Бояре предали Лжедмитрия неслыханному поруганию. Его нагое тело выволокли из Кремля и бросили в грязь посреди рынка на том самом месте, где годом раньше палач должен был обезглавить Шуйского. Рядом с самозванцем положили труп боярина Басманова. Народ теснился подле убитых с утра до ночи. Тогда власти распорядились принести из торговых рядов прилавок длиной около аршина и положить на него царя, чтобы народ мог лучше его рассмотреть. Тело боярина Басманова осталось на земле под прилавком. Исаак Масса побывал на площади и имел возможность разглядеть «Дмитрия». Он вблизи видел его раздробленный череп и насчитал на теле двадцать ран. Не одни поляки утверждали, что в народе сожалели о смерти царя. Враг самозванца И. Масса видел своими глазами, как некоторые москвичи, находившиеся в толпе, искренне плакали. Чтобы искоренить в народе сочувствие к Лжедмитрию, бояре посмертно подвергли его торговой казни. Выехавшие из Кремля дворяне хлестали труп кнутом, приговаривая, что убитый – вор и изменник Гришка Отрепьев. Во дворце были найдены маски и костюмы, заготовленные для маскарада. Самую безобразную «харю» (маску) привезли на торг и бросили на вспоротый живот Лжедмитрия, в рот ему сунули дудку. Народу было объявлено, что еретик и чародей Гришка поклонялся тому самому идолу – нагло смеющейся «харе», которую нашли под царской постелью во дворце, а теперь положили на его тело. По слухам, на площадь был приведен брат Отрепьева, весьма похожий на убитого царя. На другой день после переворота дьяки зачитали народу историю жизни Григория Отрепьева, дословно совпадавшую с посольским наказом, составленным при Борисе Годунове. «Жизнь свою от юности, – объявляли они, – Гришка проводил в бездельничестве, играл в карты и кости», потом постригся в чернецы и проч.

* * *

Смута явилась первой в русской истории гражданской войны. В ходе ее самозваный царь Лжедмитрий I получил власть из рук восставшего народа. Сам по себе этот факт не оказал глубокого влияния на развитие русского общества. Выходец из мелкопоместной дворянской семьи, бывший боярский холоп, монах-расстрига Юрий Отрепьев, приняв титул императора всея Руси, сохранил в неприкосновенности все социально-политические порядки и институты. Кратковременное правление Лжедмитрия не разрушило веру в доброго царя. До появления самозванца в России в источниках невозможно найти следы идеи пришествия «доброго царя-избавителя». Зато после переворота по всей России распространились ожидания и вера в возвращение «доброго царя», свергнутого злыми боярами. Эту веру разделяли люди из самых разных слоев общества.

Часть II
Призрак самборского замка

Глава 1
Воцарение Шуйского

После переворота бояре, затворившись в Кремле от народа, совещались всю ночь. Одним из первых решений думы было решение низложить патриарха Игнатия, ближайшего соратника и помощника Лжедмитрия I. Как значится в Разрядах, «за свое бесчинство» Игнатий был лишен сана 18 мая 1606 года. Вина патриарха раскрылась незадолго до переворота, когда двое православных владык (епископов) из Польши прислали с неким Львовским мещанином Корундой (или Коронкой) письмо к главе русской церкви с уведомлением, что царь являлся тайным католиком. Грамоты попали в руки бояр и были использованы для осуждения Игнатия. «Грека» с позором свели с патриаршего двора и заточили в Чудов монастырь.

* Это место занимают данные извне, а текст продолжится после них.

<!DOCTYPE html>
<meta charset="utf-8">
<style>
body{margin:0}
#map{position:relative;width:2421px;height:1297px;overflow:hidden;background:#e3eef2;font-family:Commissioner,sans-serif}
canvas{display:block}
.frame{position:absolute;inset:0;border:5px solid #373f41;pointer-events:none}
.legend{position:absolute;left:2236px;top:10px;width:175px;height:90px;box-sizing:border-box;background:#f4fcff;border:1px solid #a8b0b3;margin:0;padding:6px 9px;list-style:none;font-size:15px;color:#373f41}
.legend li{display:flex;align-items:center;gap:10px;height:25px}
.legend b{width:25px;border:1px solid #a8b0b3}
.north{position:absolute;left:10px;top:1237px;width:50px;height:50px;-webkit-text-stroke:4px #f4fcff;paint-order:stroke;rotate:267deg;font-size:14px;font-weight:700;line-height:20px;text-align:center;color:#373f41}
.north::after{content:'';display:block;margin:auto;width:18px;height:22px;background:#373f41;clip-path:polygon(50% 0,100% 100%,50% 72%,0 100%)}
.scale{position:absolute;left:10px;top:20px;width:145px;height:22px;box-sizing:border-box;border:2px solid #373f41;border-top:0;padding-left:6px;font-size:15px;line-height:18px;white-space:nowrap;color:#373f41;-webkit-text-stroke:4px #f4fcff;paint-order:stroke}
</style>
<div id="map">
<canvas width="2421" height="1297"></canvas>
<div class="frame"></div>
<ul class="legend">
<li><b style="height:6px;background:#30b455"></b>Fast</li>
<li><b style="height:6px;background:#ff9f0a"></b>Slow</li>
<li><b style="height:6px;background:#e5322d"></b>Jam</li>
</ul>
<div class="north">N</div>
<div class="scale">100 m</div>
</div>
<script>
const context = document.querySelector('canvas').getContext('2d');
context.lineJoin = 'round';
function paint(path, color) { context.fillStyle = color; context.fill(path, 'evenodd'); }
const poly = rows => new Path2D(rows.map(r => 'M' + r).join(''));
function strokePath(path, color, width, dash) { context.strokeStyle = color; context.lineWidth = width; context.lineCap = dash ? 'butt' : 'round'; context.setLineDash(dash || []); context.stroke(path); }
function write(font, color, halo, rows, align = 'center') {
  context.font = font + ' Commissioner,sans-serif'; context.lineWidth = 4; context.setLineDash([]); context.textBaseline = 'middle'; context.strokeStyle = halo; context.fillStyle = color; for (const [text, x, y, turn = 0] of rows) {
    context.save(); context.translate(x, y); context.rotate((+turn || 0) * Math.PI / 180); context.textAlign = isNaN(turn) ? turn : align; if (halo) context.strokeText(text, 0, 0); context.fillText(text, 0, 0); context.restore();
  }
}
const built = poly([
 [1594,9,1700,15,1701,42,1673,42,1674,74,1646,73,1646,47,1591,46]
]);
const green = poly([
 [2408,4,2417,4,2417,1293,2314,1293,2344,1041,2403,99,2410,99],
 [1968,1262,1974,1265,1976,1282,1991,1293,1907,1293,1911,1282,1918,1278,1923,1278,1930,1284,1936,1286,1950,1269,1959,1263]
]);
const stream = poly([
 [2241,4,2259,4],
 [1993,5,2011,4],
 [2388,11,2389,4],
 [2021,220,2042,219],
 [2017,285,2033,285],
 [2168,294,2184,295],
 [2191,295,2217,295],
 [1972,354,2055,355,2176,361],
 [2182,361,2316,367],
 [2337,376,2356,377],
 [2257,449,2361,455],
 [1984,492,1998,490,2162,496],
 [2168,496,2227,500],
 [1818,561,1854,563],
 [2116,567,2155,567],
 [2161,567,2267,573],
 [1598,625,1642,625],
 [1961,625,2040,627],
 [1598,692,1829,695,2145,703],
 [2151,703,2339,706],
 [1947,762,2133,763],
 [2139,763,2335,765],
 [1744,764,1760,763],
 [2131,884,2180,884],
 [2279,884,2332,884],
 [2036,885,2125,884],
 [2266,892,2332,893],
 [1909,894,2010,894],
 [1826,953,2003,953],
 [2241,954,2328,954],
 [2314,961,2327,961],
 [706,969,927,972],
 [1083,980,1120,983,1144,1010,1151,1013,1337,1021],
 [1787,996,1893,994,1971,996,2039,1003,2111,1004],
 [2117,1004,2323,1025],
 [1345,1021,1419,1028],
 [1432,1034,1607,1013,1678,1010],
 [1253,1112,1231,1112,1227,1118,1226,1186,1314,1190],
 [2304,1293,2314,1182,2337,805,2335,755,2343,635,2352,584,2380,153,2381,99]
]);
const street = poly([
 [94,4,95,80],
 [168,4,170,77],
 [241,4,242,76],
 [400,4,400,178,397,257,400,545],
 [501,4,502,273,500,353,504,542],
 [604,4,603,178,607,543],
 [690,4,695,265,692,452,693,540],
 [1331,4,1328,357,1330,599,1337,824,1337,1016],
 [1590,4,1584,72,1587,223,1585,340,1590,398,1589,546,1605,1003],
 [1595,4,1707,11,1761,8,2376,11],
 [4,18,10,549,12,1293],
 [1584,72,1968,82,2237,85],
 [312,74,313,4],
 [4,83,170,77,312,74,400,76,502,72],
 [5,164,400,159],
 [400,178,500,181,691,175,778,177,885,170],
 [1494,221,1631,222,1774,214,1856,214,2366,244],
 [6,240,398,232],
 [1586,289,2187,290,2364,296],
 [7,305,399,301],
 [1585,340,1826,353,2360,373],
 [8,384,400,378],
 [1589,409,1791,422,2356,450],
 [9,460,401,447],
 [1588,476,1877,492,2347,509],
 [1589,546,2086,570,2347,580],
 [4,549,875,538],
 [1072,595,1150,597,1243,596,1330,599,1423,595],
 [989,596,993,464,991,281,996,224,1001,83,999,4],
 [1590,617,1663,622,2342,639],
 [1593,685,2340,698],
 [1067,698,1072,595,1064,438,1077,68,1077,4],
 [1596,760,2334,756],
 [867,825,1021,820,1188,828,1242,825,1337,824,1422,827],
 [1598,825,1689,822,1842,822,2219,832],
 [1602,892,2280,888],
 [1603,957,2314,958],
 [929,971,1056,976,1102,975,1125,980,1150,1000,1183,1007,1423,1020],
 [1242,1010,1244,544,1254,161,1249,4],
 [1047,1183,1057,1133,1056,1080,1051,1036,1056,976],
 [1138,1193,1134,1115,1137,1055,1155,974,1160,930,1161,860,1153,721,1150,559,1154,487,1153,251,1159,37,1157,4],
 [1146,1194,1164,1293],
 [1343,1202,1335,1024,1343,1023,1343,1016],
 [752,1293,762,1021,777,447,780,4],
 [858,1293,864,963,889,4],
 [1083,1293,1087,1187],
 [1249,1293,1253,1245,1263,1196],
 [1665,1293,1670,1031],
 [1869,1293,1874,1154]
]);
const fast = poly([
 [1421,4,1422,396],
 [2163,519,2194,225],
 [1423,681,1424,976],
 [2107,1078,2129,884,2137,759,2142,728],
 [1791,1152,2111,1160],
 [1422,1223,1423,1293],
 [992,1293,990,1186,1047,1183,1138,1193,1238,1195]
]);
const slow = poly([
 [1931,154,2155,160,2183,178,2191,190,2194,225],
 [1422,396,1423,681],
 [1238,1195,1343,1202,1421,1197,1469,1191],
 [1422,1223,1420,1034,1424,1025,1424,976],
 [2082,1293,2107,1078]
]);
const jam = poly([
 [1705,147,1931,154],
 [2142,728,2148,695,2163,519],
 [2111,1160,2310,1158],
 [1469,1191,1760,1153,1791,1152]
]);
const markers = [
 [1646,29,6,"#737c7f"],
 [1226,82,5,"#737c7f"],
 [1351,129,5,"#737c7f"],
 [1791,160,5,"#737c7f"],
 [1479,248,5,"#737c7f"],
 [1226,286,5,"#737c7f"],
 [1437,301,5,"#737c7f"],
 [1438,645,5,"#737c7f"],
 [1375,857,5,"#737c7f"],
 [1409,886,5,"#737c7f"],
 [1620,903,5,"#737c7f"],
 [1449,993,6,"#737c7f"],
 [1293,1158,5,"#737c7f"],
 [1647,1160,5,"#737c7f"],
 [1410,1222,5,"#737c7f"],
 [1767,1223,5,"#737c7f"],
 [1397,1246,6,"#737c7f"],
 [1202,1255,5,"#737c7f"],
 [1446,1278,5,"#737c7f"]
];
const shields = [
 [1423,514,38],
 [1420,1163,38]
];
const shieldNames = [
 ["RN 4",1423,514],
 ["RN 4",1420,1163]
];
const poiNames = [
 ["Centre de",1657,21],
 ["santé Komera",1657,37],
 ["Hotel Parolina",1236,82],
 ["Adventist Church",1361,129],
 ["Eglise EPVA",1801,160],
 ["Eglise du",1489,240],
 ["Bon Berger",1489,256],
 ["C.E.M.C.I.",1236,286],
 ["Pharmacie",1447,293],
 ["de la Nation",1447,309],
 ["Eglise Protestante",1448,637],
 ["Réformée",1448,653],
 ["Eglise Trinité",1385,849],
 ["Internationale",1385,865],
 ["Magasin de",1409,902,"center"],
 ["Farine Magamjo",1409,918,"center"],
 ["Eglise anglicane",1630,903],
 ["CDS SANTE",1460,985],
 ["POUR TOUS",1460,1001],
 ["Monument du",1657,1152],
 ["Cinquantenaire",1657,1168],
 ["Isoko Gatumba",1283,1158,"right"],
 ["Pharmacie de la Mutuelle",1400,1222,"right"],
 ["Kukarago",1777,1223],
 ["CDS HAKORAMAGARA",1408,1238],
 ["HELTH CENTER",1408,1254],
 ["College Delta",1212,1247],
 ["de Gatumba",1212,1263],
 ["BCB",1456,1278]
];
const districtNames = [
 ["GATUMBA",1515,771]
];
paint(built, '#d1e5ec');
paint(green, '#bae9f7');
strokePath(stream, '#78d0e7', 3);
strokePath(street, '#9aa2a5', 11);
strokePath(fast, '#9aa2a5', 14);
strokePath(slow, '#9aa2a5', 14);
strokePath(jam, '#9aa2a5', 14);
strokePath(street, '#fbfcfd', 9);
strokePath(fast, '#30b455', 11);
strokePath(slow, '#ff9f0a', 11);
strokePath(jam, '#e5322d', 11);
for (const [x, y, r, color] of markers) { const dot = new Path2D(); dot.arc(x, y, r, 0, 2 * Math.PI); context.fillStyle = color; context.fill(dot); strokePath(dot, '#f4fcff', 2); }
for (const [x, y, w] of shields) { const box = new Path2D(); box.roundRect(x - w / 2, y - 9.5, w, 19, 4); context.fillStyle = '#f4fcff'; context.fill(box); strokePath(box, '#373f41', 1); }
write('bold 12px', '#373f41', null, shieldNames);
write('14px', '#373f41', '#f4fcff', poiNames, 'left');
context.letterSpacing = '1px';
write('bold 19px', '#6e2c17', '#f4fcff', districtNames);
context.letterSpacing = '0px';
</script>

Вопрос, кому наследовать опустевший трон, вызвал яростные распри. При жизни Лжедмитрия бояре-заговорщики тайно обещали царскую корону Владиславу, сыну Сигизмунда III. Бесчинства наемного войска Ю. Мнишека и последовавшие затем народные волнения, сопровождавшиеся избиениями поляков, привели к тому, что вопрос о передаче трона иноверному королевичу отпал сам собой. Ситуация в Польше претерпела перемену, и боярам нетрудно было отказаться от своих обещаний королю. Борьба с оппозицией в Польше поглощала все силы Сигизмунда III, и Москве не приходилось опасаться вооруженного вмешательства извне.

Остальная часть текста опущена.